Mon/Wed 10:30am-12pm, 306 Soda Hall
CS267 is designed to teach students how to program parallel computers to efficiently solve challenging problems in science and engineering, where high performance computers or clusters are required either to perform complex simulations or to analyze enormous datasets. It is intended to be useful for students from many departments and with different backgrounds, although we will assume reasonable programming skills in a conventional (non-parallel) language, as well as enough mathematical skills to understand the problems and algorithmic solutions presented. CS267 satisfies part of the course requirements for the Designated Emphasis ("graduate minor") in Computational Science and Engineering.

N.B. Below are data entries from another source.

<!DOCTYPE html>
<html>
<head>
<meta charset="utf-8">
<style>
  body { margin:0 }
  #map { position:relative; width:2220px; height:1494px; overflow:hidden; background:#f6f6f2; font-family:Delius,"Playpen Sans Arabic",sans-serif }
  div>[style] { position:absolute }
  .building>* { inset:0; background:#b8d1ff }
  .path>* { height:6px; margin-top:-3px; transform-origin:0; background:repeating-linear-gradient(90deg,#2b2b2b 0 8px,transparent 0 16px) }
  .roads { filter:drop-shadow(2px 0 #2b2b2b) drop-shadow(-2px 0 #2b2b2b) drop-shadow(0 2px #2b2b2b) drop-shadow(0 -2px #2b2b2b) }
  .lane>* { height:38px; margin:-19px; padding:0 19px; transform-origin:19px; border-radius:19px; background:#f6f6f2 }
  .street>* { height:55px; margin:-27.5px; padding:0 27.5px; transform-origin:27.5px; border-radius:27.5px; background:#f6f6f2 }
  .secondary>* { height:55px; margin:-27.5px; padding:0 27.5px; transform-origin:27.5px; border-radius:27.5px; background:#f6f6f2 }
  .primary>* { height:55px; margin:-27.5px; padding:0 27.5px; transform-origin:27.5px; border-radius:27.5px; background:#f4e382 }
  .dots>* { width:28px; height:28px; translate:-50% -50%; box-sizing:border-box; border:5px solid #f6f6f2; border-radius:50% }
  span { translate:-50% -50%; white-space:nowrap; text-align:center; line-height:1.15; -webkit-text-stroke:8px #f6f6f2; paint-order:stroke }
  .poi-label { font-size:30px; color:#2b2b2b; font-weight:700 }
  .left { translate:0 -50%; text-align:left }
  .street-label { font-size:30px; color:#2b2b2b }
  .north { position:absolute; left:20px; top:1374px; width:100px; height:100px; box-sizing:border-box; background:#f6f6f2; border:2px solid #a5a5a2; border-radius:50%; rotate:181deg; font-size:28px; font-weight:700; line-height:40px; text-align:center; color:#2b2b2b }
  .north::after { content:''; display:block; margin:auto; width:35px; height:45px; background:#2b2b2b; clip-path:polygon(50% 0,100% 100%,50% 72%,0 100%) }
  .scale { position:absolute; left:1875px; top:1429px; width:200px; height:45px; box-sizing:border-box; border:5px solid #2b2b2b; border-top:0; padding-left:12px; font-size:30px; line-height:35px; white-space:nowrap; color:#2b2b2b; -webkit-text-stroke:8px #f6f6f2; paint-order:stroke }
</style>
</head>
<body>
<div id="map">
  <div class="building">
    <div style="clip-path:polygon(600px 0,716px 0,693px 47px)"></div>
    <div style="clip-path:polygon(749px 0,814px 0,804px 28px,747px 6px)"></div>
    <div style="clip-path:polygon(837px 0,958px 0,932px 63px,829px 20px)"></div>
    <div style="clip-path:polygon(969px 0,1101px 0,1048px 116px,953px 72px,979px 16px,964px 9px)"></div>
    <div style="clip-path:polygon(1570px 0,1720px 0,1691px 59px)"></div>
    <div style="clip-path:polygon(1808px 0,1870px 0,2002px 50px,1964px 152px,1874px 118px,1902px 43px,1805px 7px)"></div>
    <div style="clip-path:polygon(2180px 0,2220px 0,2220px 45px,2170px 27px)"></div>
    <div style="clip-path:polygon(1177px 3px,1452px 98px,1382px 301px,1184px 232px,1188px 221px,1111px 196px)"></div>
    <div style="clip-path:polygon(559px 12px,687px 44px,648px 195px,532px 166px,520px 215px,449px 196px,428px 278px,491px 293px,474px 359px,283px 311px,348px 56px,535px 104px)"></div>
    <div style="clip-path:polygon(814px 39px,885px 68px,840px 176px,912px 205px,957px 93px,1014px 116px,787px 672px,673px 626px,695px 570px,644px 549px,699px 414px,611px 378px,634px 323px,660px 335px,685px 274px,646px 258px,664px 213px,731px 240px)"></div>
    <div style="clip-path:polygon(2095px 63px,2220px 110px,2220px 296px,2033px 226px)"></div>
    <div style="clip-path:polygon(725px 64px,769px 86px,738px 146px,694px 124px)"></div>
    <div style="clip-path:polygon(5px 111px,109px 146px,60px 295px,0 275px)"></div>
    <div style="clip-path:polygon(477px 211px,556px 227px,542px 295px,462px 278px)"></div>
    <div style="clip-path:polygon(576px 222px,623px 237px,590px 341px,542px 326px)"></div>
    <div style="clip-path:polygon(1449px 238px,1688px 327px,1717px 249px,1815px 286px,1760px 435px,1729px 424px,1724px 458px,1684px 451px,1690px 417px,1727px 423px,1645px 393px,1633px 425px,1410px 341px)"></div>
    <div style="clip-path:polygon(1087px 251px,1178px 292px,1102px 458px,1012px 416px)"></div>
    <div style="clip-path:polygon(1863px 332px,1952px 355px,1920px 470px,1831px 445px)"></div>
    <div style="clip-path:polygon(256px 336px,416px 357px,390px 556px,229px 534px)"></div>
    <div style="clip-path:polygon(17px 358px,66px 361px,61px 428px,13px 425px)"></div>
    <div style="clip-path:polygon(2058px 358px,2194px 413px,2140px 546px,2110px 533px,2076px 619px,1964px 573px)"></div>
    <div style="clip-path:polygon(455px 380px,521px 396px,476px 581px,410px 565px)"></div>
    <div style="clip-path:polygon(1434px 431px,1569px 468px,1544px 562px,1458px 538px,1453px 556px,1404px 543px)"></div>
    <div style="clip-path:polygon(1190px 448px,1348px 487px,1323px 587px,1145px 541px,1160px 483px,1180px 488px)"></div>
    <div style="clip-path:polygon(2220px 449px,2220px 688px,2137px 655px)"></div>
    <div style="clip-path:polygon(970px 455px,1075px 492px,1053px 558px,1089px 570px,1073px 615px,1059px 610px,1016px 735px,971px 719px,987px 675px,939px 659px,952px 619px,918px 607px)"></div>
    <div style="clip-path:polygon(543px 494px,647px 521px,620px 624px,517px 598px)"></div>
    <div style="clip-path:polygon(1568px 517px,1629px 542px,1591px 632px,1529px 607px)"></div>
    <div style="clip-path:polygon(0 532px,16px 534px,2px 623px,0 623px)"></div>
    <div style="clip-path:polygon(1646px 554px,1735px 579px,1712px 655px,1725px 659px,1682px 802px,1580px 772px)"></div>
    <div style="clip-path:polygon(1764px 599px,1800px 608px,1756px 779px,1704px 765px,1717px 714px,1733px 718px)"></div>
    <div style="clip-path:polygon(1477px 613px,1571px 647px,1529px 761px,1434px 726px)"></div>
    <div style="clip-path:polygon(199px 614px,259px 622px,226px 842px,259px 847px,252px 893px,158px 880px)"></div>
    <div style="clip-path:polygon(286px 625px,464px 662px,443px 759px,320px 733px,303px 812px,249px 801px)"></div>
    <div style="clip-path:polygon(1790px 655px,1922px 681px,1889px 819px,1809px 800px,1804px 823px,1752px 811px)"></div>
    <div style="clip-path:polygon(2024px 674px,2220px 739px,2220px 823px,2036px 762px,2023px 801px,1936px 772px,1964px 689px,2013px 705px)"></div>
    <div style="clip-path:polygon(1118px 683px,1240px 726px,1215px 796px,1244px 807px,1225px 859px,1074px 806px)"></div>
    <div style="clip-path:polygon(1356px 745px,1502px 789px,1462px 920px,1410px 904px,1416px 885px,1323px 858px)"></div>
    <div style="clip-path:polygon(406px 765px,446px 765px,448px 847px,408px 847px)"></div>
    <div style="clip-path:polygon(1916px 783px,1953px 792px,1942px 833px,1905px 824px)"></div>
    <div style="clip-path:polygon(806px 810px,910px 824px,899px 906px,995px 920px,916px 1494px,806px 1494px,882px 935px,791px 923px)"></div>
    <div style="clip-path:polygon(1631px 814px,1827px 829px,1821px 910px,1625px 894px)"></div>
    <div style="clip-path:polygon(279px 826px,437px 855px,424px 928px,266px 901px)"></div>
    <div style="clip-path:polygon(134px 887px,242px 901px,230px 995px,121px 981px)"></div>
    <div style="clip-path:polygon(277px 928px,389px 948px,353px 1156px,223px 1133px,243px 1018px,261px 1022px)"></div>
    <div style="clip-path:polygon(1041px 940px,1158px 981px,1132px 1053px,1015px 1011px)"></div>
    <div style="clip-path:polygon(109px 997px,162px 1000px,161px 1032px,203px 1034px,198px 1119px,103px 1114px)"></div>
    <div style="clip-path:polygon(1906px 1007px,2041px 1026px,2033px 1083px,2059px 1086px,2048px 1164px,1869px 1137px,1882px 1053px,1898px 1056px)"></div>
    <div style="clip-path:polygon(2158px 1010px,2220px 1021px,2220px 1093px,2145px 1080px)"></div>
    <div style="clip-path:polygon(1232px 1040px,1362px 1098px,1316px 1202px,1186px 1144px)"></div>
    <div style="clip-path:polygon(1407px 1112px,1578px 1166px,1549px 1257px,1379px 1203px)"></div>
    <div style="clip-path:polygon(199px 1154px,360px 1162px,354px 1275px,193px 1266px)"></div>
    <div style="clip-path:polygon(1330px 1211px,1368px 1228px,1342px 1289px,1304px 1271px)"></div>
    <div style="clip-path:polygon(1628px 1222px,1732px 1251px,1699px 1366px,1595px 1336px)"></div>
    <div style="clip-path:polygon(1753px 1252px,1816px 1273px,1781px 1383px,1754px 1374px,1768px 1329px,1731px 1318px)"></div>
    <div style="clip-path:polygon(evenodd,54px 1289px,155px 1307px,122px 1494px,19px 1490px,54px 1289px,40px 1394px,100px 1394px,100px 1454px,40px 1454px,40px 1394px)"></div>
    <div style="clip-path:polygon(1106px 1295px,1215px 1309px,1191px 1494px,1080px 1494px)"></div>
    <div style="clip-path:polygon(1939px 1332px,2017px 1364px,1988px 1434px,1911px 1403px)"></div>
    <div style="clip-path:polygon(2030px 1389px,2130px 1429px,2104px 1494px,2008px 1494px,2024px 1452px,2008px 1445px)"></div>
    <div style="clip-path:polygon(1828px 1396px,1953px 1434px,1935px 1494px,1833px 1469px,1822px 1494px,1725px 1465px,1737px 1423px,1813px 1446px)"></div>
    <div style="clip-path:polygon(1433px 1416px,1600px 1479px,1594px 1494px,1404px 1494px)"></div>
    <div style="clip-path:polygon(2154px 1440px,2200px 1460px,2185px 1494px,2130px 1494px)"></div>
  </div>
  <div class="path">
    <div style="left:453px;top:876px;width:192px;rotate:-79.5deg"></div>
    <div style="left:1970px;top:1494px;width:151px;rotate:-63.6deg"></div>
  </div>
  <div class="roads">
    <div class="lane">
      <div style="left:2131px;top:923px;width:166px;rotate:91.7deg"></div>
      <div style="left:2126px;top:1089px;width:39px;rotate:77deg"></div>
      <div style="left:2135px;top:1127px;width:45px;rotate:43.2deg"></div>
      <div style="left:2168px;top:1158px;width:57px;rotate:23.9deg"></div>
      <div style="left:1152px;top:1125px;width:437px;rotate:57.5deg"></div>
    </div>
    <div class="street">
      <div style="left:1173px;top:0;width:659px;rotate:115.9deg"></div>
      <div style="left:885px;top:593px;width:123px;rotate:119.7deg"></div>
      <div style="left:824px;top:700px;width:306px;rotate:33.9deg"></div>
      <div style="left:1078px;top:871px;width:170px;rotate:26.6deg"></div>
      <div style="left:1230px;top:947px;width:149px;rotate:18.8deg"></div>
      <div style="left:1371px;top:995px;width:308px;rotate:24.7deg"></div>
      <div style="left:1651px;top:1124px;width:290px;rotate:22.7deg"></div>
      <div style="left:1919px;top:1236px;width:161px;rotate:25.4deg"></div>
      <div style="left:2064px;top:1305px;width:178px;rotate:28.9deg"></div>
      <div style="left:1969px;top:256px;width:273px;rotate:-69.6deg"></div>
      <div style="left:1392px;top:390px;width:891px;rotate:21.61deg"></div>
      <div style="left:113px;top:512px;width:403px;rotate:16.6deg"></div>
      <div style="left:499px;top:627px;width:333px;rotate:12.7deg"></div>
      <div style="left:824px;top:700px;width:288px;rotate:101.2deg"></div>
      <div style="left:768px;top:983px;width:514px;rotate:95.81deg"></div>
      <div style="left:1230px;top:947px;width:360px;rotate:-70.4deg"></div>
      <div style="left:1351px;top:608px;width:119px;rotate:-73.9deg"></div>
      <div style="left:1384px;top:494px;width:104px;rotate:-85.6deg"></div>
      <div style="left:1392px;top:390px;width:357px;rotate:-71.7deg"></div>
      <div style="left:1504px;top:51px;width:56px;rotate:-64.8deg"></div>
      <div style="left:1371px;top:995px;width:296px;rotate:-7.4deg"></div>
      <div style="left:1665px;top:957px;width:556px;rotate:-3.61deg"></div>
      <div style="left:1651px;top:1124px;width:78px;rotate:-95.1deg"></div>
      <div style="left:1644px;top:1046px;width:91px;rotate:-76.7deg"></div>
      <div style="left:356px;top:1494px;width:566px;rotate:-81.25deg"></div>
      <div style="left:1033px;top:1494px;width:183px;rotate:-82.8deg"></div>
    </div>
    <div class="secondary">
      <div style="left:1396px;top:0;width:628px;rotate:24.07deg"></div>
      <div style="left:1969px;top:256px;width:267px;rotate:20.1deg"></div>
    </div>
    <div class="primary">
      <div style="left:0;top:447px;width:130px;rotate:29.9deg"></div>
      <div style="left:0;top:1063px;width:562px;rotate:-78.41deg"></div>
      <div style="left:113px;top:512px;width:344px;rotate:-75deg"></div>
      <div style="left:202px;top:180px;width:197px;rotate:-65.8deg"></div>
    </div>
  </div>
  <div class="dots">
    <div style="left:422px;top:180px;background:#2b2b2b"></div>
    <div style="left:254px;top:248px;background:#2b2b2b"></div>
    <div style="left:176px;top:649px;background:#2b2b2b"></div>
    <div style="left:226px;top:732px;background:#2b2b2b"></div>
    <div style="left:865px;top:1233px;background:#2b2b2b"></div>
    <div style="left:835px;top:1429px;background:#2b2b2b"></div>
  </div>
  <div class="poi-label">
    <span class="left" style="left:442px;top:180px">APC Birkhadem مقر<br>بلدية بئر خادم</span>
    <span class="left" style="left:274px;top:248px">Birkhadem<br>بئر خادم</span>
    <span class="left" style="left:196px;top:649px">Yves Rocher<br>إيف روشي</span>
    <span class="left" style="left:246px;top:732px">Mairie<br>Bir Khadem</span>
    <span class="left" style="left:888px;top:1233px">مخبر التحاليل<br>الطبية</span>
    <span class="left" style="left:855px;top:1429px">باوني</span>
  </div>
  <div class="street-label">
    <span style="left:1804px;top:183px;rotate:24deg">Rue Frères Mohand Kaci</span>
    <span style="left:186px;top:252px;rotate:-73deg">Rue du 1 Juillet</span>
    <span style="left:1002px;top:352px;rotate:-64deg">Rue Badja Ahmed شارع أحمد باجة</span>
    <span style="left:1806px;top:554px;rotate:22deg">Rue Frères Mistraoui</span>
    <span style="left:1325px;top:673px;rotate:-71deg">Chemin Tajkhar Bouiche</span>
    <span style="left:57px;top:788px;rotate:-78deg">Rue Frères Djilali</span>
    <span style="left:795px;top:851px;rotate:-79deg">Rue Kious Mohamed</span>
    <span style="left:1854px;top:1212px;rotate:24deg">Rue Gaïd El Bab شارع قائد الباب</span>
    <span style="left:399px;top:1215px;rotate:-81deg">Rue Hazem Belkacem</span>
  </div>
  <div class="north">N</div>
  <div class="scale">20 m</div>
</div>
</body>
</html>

But the course also addresses the broader issue that since the mid 2000's: not only are the fastest computers parallel, but nearly all computers are parallel, because the physics of semiconductor manufacturing will no longer lets conventional sequential processors get faster year after year, as they had historically. So all programs that need to run faster will have to become parallel programs. The types of processors is also changing towards smaller simpler processors and more complex memory architectures in an effort to continue boosting performance. For background on these trends, see the Berkeley View report. These changes are not limited to science and engineering but affect the entire computing industry, which has depended on selling new computers by running their users' programs faster without the users having to reprogram them. Today computers from mobile phones and embedded devices to supercomputer and cloud data centers are parallel, and programmers faced with performance goals for software need to understand how to take advantage of various types of parallelism.
Students in CS267 will get the skills to use some of the best existing parallel programming tools, will learn how to analyze and tune for performance, and will get an overview of parallel architectures, algorithms, and applications as well a number of open research questions.